A 2007 review from Lancet Neurology cites an even wider variety of non-alcohol scenarios that can be associated with WE including fad diets and nutritional imbalances of various sorts, magnesium deficiency (it may induce refractoriness to administered thiamine) and various situations in cancer patients. The review makes the point which, though obvious, bears mention, that WE cannot reliably distinguished from drunkenness. The optimal route for thiamine administration is IV. Although deemed controversial in some of the other reviews this one makes more specific statements about dosing. 100 mg IV daily is common practice, and while this may be appropriate for prophylaxis in at risk patients, the review recommends 500 mg IV tid for patients with strongly suspected or established WE to prevent KS, other brain damage or death. (A banana bag may not be enough!).

The profile of WE has changed.
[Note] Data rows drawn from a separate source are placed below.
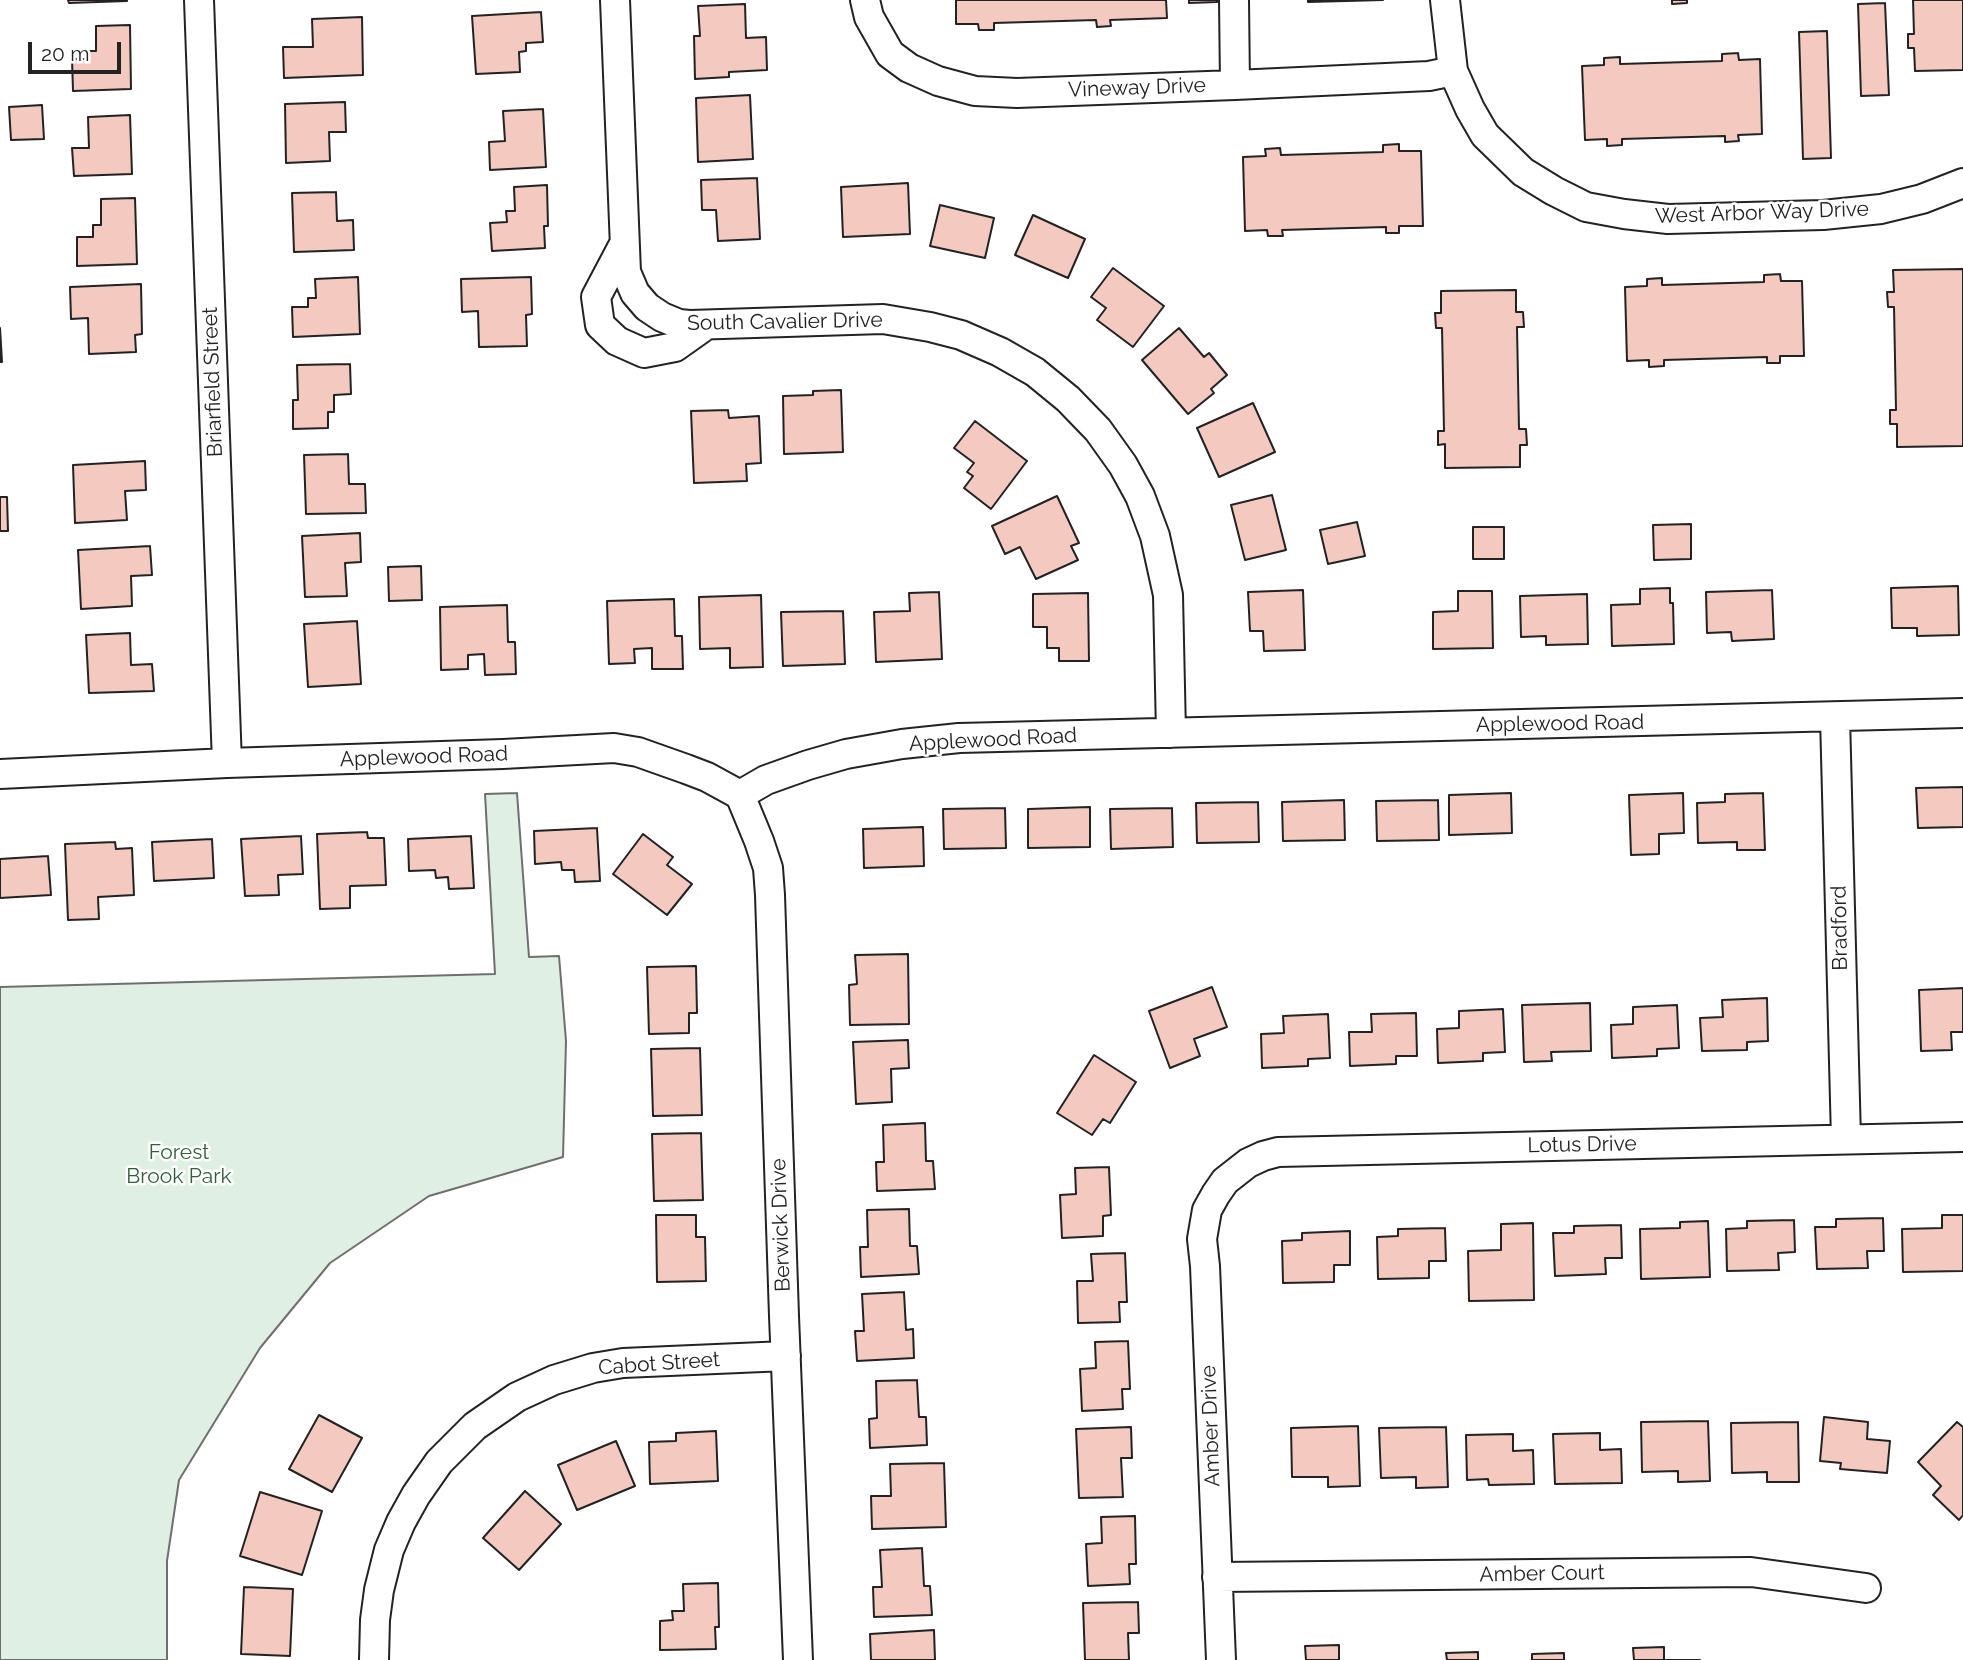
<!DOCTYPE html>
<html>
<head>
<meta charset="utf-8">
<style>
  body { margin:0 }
  #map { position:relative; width:1963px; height:1660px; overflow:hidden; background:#fff; font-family:Raleway,sans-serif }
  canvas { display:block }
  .scale { position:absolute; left:28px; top:42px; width:93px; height:32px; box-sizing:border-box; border:4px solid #222; border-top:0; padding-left:9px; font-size:21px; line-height:24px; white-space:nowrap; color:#222; -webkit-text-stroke:5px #fff; paint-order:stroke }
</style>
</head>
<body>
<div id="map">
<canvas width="1963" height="1660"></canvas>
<div class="scale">20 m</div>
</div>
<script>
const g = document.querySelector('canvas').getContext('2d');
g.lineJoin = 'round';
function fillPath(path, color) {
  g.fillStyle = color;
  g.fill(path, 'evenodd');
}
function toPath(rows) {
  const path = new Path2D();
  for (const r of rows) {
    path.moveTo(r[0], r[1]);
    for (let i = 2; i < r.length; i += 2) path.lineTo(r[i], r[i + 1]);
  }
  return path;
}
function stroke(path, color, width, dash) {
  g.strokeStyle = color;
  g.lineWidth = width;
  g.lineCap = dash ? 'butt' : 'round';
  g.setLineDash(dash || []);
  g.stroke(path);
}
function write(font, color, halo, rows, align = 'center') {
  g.font = font + ' Raleway,sans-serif';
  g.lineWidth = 5;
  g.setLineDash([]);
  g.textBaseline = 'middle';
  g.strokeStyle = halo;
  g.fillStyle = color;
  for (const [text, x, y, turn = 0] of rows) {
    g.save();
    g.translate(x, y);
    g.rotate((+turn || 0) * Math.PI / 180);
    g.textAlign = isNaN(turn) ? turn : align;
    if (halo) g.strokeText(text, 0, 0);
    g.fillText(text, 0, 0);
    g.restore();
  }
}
const green = toPath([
  [517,793,529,957,559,956,566,1041,563,1157,429,1196,330,1263,260,1348,179,1480,167,1561,167,1660,0,1660,0,987,495,974,485,794,517,793]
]);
fillPath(green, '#e0efe3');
stroke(green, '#6f6f6f', 2);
const building = toPath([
  [68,0,127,0,127,1,69,3,68,0],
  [956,0,1166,0,1167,18,1110,20,1111,26,1097,27,1096,20,994,23,994,30,979,30,978,24,956,24,956,0],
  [1189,0,1217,0,1217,2,1189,3,1189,0],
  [1308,0,1383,0,1308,2,1308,0],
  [1672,0,1687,0,1687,3,1672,4,1672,0],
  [1913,0,1963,0,1963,70,1915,71,1914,48,1908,48,1908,34,1914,34,1913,0],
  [1885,3,1889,95,1861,96,1858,4,1885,3],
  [745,4,746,38,766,37,767,70,729,72,729,77,695,79,694,36,700,36,698,6,745,4],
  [541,12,543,42,526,43,526,51,519,52,520,72,476,74,472,16,541,12],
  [362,17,363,75,284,78,283,47,313,47,312,19,362,17],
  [130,25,131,89,73,91,72,59,87,59,87,51,96,51,96,26,130,25],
  [1827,31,1831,158,1803,159,1799,32,1827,31],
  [1738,53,1739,60,1760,59,1762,134,1738,135,1739,141,1725,142,1725,136,1622,139,1622,145,1607,146,1607,139,1585,140,1582,66,1604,65,1604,58,1620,57,1620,64,1722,61,1722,54,1738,53],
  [750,95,753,159,698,162,696,98,750,95],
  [345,102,346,132,329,132,330,161,286,163,285,104,345,102],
  [42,105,44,139,11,140,9,107,42,105],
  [543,109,546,167,490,170,489,142,505,141,503,111,543,109],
  [130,115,132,174,74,176,72,148,89,148,88,117,130,115],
  [1399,144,1399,151,1421,151,1423,226,1399,226,1399,233,1386,233,1386,227,1282,230,1283,236,1268,236,1267,230,1245,231,1243,157,1266,156,1265,149,1280,148,1281,155,1383,152,1383,145,1399,144],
  [757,178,760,239,718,241,716,210,702,210,701,180,757,178],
  [908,183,910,234,843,237,841,187,908,183],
  [547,185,548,226,544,226,545,248,492,251,490,223,507,222,506,211,515,211,514,187,547,185],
  [336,192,337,221,353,220,354,250,294,252,292,193,336,192],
  [135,198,137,264,77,266,77,237,93,237,93,225,101,225,101,199,135,198],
  [940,205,994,218,985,258,930,246,940,205],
  [1033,215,1085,239,1068,278,1015,255,1033,215],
  [1113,268,1164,306,1133,347,1097,320,1106,308,1091,297,1113,268],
  [1963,269,1963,446,1897,447,1897,424,1890,424,1890,410,1896,410,1894,307,1888,307,1887,292,1894,292,1893,270,1963,269],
  [1780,274,1781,281,1802,281,1804,356,1780,356,1780,363,1767,363,1767,357,1664,360,1664,366,1649,367,1649,360,1627,361,1625,287,1647,286,1647,279,1662,278,1662,285,1764,282,1764,275,1780,274],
  [358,277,360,334,293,337,292,307,308,307,308,298,316,298,315,279,358,277],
  [531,277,532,314,526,315,527,346,479,347,478,311,462,312,461,279,531,277],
  [141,284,142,334,135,335,136,352,89,354,88,318,71,319,70,287,141,284],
  [1516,290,1516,312,1523,312,1524,327,1517,327,1519,429,1526,429,1527,445,1520,445,1520,467,1445,468,1445,444,1438,445,1438,431,1444,431,1442,328,1436,328,1435,313,1441,313,1441,291,1516,290],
  [0,328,2,362,0,362,0,328],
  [1179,328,1204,357,1209,353,1227,375,1211,389,1214,393,1188,414,1142,360,1179,328],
  [350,364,351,394,334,395,334,412,328,412,328,428,293,429,293,400,298,400,297,365,350,364],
  [841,390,843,452,784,454,783,396,813,395,813,391,841,390],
  [1253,403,1275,452,1219,477,1197,428,1253,403],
  [728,410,729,418,759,416,761,463,746,464,747,481,694,483,691,411,728,410],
  [975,421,1027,461,991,509,964,488,973,476,967,472,974,463,954,448,975,421],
  [348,454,349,484,365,484,366,513,306,514,304,455,348,454],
  [145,461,146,490,125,491,127,520,75,523,73,465,145,461],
  [1272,495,1286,550,1245,560,1231,505,1272,495],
  [1057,496,1079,543,1071,546,1078,560,1036,579,1020,547,1005,554,992,526,1057,496],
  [0,497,7,497,8,531,0,531,0,497],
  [1357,522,1365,556,1328,564,1320,530,1357,522],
  [1691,524,1691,559,1654,560,1653,525,1691,524],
  [1473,527,1504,527,1504,559,1473,559,1473,527],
  [360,533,361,562,345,563,347,596,305,597,302,536,360,533],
  [150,546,152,575,131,576,132,606,81,609,78,550,150,546],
  [421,566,422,600,389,601,388,567,421,566],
  [1958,586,1959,635,1917,636,1917,628,1892,628,1891,588,1958,586],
  [1670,588,1670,603,1673,603,1674,644,1612,646,1611,605,1640,604,1640,589,1670,588],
  [1303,590,1305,650,1264,651,1263,631,1250,631,1248,592,1303,590],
  [1772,590,1774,639,1732,641,1731,632,1707,633,1706,592,1772,590],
  [1458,591,1492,591,1493,648,1433,649,1433,612,1458,611,1458,591],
  [939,592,942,659,876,662,874,612,910,611,909,593,939,592],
  [1088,593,1089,661,1059,661,1059,648,1047,648,1047,627,1033,627,1033,594,1088,593],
  [1587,594,1588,644,1546,645,1546,636,1521,637,1520,596,1587,594],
  [761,595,763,667,730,668,730,648,700,649,699,597,761,595],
  [674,599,675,636,682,636,683,669,652,669,652,648,634,649,635,663,609,664,607,601,674,599],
  [507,605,508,642,515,642,516,674,485,675,484,654,468,655,468,669,441,670,440,607,507,605],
  [843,611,845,664,783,666,781,612,843,611],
  [357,621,361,684,308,687,304,624,357,621],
  [130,633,131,665,152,664,154,691,89,693,86,635,130,633],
  [1963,787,1963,827,1918,828,1916,788,1963,787],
  [1511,793,1512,833,1449,835,1449,795,1511,793],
  [1683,793,1684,833,1659,834,1659,854,1631,855,1629,795,1683,793],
  [1763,793,1765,850,1737,850,1737,842,1698,843,1697,803,1725,802,1725,794,1763,793],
  [1344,800,1345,840,1283,841,1282,802,1344,800],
  [1438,800,1439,840,1377,841,1376,801,1438,800],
  [1258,802,1259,842,1197,843,1196,803,1258,802],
  [1090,807,1090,847,1028,848,1028,809,1090,807],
  [1005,808,1006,848,944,849,943,809,1005,808],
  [1172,808,1173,847,1111,849,1110,809,1172,808],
  [923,827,924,866,864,868,863,829,923,827],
  [597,828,600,881,575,882,574,870,562,870,561,862,535,864,534,831,597,828],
  [367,832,368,838,384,838,386,885,350,886,350,908,320,909,317,834,367,832],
  [643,834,673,857,667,865,692,884,667,915,613,874,643,834],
  [301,836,303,874,278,875,279,895,245,896,241,839,301,836],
  [471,836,474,888,449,889,448,877,436,878,435,870,409,871,408,839,471,836],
  [212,839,214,878,154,881,152,842,212,839],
  [115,842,116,849,132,848,134,895,98,897,99,919,68,920,65,844,115,842],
  [48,856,51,895,0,898,0,859,48,856],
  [908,954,909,1024,850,1025,849,985,857,984,855,955,908,954],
  [696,966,697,1013,689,1013,689,1033,649,1034,647,967,696,966],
  [1212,987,1227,1027,1194,1039,1200,1056,1170,1068,1149,1011,1212,987],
  [1963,988,1963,1032,1951,1032,1952,1050,1921,1051,1919,990,1963,988],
  [1767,998,1768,1041,1747,1042,1747,1050,1702,1051,1700,1018,1723,1017,1722,1000,1767,998],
  [1590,1003,1591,1051,1551,1052,1552,1061,1524,1062,1522,1005,1590,1003],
  [1677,1005,1679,1048,1657,1049,1657,1056,1612,1058,1611,1025,1633,1024,1633,1007,1677,1005],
  [1503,1009,1505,1052,1483,1053,1483,1061,1438,1063,1437,1029,1459,1028,1459,1011,1503,1009],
  [1416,1013,1417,1056,1396,1056,1396,1064,1350,1066,1349,1032,1372,1032,1371,1014,1416,1013],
  [1328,1014,1330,1058,1308,1059,1308,1066,1262,1068,1261,1034,1284,1033,1283,1016,1328,1014],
  [908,1040,909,1068,891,1069,892,1102,856,1104,853,1042,908,1040],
  [700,1048,702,1115,653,1116,651,1049,700,1048],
  [1094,1055,1136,1082,1110,1123,1103,1119,1092,1135,1057,1113,1094,1055],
  [925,1123,926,1161,933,1161,935,1189,877,1191,876,1162,884,1162,883,1125,925,1123],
  [701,1133,703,1200,654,1201,652,1134,701,1133],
  [1109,1167,1111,1215,1103,1216,1103,1236,1062,1238,1060,1195,1076,1194,1075,1168,1109,1167],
  [909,1209,910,1246,917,1246,919,1274,861,1277,860,1247,868,1247,867,1210,909,1209],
  [656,1215,696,1215,696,1237,705,1237,706,1281,657,1282,656,1215],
  [1942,1215,1963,1215,1963,1271,1903,1272,1902,1229,1942,1228,1942,1215],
  [1883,1218,1884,1251,1867,1251,1868,1268,1817,1269,1815,1227,1836,1227,1836,1219,1883,1218],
  [1794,1220,1795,1252,1778,1253,1779,1270,1727,1271,1726,1229,1747,1228,1747,1221,1794,1220],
  [1708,1221,1710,1277,1641,1279,1640,1229,1680,1228,1680,1222,1708,1221],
  [1533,1223,1534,1300,1469,1301,1468,1251,1501,1250,1501,1224,1533,1223],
  [1621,1225,1622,1258,1605,1258,1606,1274,1555,1276,1553,1233,1574,1233,1574,1226,1621,1225],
  [1445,1228,1446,1261,1429,1261,1429,1278,1378,1279,1377,1237,1398,1236,1398,1229,1445,1228],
  [1350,1231,1350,1265,1334,1265,1334,1282,1283,1283,1282,1241,1302,1240,1302,1233,1350,1231],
  [1125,1253,1127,1302,1119,1302,1120,1322,1078,1323,1077,1281,1093,1281,1091,1254,1125,1253],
  [904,1292,906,1330,913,1329,914,1358,857,1361,855,1331,864,1331,862,1294,904,1292],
  [1128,1341,1130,1389,1122,1389,1123,1409,1082,1411,1080,1369,1096,1368,1095,1342,1128,1341],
  [917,1380,919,1417,926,1417,927,1445,870,1448,869,1419,877,1418,876,1381,917,1380],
  [319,1415,362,1438,332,1492,289,1469,319,1415],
  [1824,1417,1868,1422,1867,1439,1890,1441,1887,1473,1840,1469,1841,1463,1820,1461,1824,1417],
  [1708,1421,1710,1481,1678,1482,1678,1471,1642,1472,1641,1422,1708,1421],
  [1798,1422,1799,1482,1767,1482,1767,1472,1732,1473,1731,1423,1798,1422],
  [1957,1422,1963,1427,1963,1515,1959,1520,1933,1495,1941,1486,1918,1462,1957,1422],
  [1358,1426,1360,1486,1328,1487,1328,1477,1292,1477,1291,1428,1358,1426],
  [1131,1427,1132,1458,1121,1458,1123,1497,1079,1498,1076,1429,1131,1427],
  [1446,1427,1448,1487,1416,1488,1416,1477,1381,1478,1379,1428,1446,1427],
  [716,1431,718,1481,650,1484,649,1442,676,1441,676,1433,716,1431],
  [1600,1433,1600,1450,1621,1449,1622,1483,1555,1484,1553,1434,1600,1433],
  [1513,1434,1513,1451,1533,1450,1534,1484,1489,1485,1488,1479,1467,1480,1466,1435,1513,1434],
  [616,1441,635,1486,577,1510,558,1465,616,1441],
  [944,1463,946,1527,872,1529,871,1496,891,1496,890,1464,944,1463],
  [525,1491,561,1524,519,1570,483,1538,525,1491],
  [260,1492,322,1511,302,1575,240,1556,260,1492],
  [1135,1516,1136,1564,1129,1564,1130,1584,1088,1586,1086,1544,1102,1543,1101,1517,1135,1516],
  [922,1548,924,1586,930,1586,932,1615,874,1617,873,1587,882,1587,880,1550,922,1548],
  [718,1583,719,1627,715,1627,716,1649,660,1650,660,1621,673,1620,672,1611,684,1611,683,1584,718,1583],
  [244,1587,293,1589,290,1656,241,1654,244,1587],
  [1138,1602,1139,1633,1128,1633,1129,1660,1085,1660,1083,1603,1138,1602],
  [934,1630,935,1660,871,1660,870,1634,934,1630],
  [1339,1645,1339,1660,1306,1660,1305,1646,1339,1645],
  [1664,1647,1664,1660,1700,1660,1634,1660,1633,1648,1664,1647],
  [1478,1652,1478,1660,1447,1660,1446,1653,1478,1652],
  [1564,1653,1564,1660,1532,1660,1532,1654,1564,1653]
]);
fillPath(building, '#f3c9c0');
stroke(building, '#222', 2);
const street = toPath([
  [199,0,227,763],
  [615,0,626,272,635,293,647,307,662,317,679,324,690,325,883,319,930,327,961,335,1000,352,1035,372,1068,399,1098,430,1123,465,1140,496,1155,536,1168,595,1171,733],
  [865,0,869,17,890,54,909,68,938,81,975,91,1017,93,1235,85,1429,76,1453,71],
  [1234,0,1235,85],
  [1445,0,1453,71,1470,109,1485,135,1523,172,1554,191,1586,207,1624,214,1668,219,1823,215,1881,209,1922,199,1963,183],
  [624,244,596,297,600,325,617,341,644,353,675,347,706,325],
  [1835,717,1846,1139],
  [0,774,227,763,503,754,614,748,638,752,686,769,707,777,740,795,766,780,808,765,846,754,902,744,959,738,1963,713],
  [740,795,759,841,768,868,770,895,784,1316,798,1660],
  [1217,1577,1751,1572,1866,1588],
  [374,1660,375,1620,379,1590,389,1550,401,1522,416,1495,439,1462,475,1426,517,1397,554,1380,593,1368,623,1363,786,1356],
  [1221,1660,1205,1266,1202,1239,1207,1210,1216,1194,1225,1181,1248,1163,1263,1156,1278,1152,1963,1137]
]);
stroke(street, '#222', 32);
stroke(street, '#fff', 28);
write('21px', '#222', '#fff', [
  ["Vineway Drive",1137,88,-2],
  ["West Arbor Way Drive",1762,213,-2],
  ["South Cavalier Drive",785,322,-1],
  ["Briarfield Street",213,382,-92],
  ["Applewood Road",1560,724,-1],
  ["Applewood Road",993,740,-3],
  ["Applewood Road",424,757,-2],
  ["Bradford",1840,928,-91],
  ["Lotus Drive",1582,1145,-1],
  ["Berwick Drive",781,1225,-92],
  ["Cabot Street",659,1364,-4],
  ["Amber Drive",1211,1426,-92],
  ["Amber Court",1542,1574,-1]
]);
write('21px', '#2f5e38', '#fff', [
  ["Forest",179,1153],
  ["Brook Park",179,1177]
]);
</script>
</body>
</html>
During my training, as now, the diagnosis of WE was primarily clinical. Confirmatory diagnostic testing, however has changed. Then it was done by blood testing (thiamine levels or red cell transketolase assays) whereas now MRI is the diagnostic modality of choice. Neither is useful in the acute situation, as thiamine repletion must begin in the emergency setting before confirmatory test results are available. The epidemiology has changed. Because parenteral thiamine administration in the ER has become almost knee-jerk in alcoholic patients, we may be seeing less alcohol-related WE in comparison to other circumstances such as hyperemesis gravidarum, post-bariatric surgery states and other instances of disturbed nutrition.